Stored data
--------------------------------

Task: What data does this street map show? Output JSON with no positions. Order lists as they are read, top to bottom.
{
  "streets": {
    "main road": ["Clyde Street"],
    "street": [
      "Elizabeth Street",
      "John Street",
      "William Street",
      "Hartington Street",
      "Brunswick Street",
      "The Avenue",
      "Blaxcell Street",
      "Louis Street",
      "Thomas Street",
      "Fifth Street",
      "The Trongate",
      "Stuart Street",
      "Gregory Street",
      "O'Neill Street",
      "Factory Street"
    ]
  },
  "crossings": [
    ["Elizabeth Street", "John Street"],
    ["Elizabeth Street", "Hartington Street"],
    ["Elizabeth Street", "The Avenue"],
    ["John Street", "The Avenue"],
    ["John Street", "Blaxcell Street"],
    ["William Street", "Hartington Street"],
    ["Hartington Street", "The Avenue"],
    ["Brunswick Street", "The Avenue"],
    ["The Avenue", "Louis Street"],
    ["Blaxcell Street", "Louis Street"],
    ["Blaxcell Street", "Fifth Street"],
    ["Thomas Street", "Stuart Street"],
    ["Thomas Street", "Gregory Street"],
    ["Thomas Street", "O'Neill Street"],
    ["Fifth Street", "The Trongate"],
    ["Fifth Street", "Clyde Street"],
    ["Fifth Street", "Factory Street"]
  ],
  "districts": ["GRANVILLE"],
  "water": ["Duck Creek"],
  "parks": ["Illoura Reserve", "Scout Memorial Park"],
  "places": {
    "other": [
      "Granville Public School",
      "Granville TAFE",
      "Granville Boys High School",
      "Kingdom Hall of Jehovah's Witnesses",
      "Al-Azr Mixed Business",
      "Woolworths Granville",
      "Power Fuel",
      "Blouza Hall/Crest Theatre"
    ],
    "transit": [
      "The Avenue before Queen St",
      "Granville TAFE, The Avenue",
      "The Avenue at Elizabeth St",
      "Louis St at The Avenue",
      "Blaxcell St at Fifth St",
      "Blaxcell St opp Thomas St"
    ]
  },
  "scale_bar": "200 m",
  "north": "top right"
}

--------------------------------

■ **Action item**:
What's needed is an exact copy of every entry.

■ **Answer below**:
Task: What data does this street map show? Output JSON with no positions. Order lists as they are read, top to bottom.
{
  "streets": {
    "main road": ["Clyde Street"],
    "street": [
      "Elizabeth Street",
      "John Street",
      "William Street",
      "Hartington Street",
      "Brunswick Street",
      "The Avenue",
      "Blaxcell Street",
      "Louis Street",
      "Thomas Street",
      "Fifth Street",
      "The Trongate",
      "Stuart Street",
      "Gregory Street",
      "O'Neill Street",
      "Factory Street"
    ]
  },
  "crossings": [
    ["Elizabeth Street", "John Street"],
    ["Elizabeth Street", "Hartington Street"],
    ["Elizabeth Street", "The Avenue"],
    ["John Street", "The Avenue"],
    ["John Street", "Blaxcell Street"],
    ["William Street", "Hartington Street"],
    ["Hartington Street", "The Avenue"],
    ["Brunswick Street", "The Avenue"],
    ["The Avenue", "Louis Street"],
    ["Blaxcell Street", "Louis Street"],
    ["Blaxcell Street", "Fifth Street"],
    ["Thomas Street", "Stuart Street"],
    ["Thomas Street", "Gregory Street"],
    ["Thomas Street", "O'Neill Street"],
    ["Fifth Street", "The Trongate"],
    ["Fifth Street", "Clyde Street"],
    ["Fifth Street", "Factory Street"]
  ],
  "districts": ["GRANVILLE"],
  "water": ["Duck Creek"],
  "parks": ["Illoura Reserve", "Scout Memorial Park"],
  "places": {
    "other": [
      "Granville Public School",
      "Granville TAFE",
      "Granville Boys High School",
      "Kingdom Hall of Jehovah's Witnesses",
      "Al-Azr Mixed Business",
      "Woolworths Granville",
      "Power Fuel",
      "Blouza Hall/Crest Theatre"
    ],
    "transit": [
      "The Avenue before Queen St",
      "Granville TAFE, The Avenue",
      "The Avenue at Elizabeth St",
      "Louis St at The Avenue",
      "Blaxcell St at Fifth St",
      "Blaxcell St opp Thomas St"
    ]
  },
  "scale_bar": "200 m",
  "north": "top right"
}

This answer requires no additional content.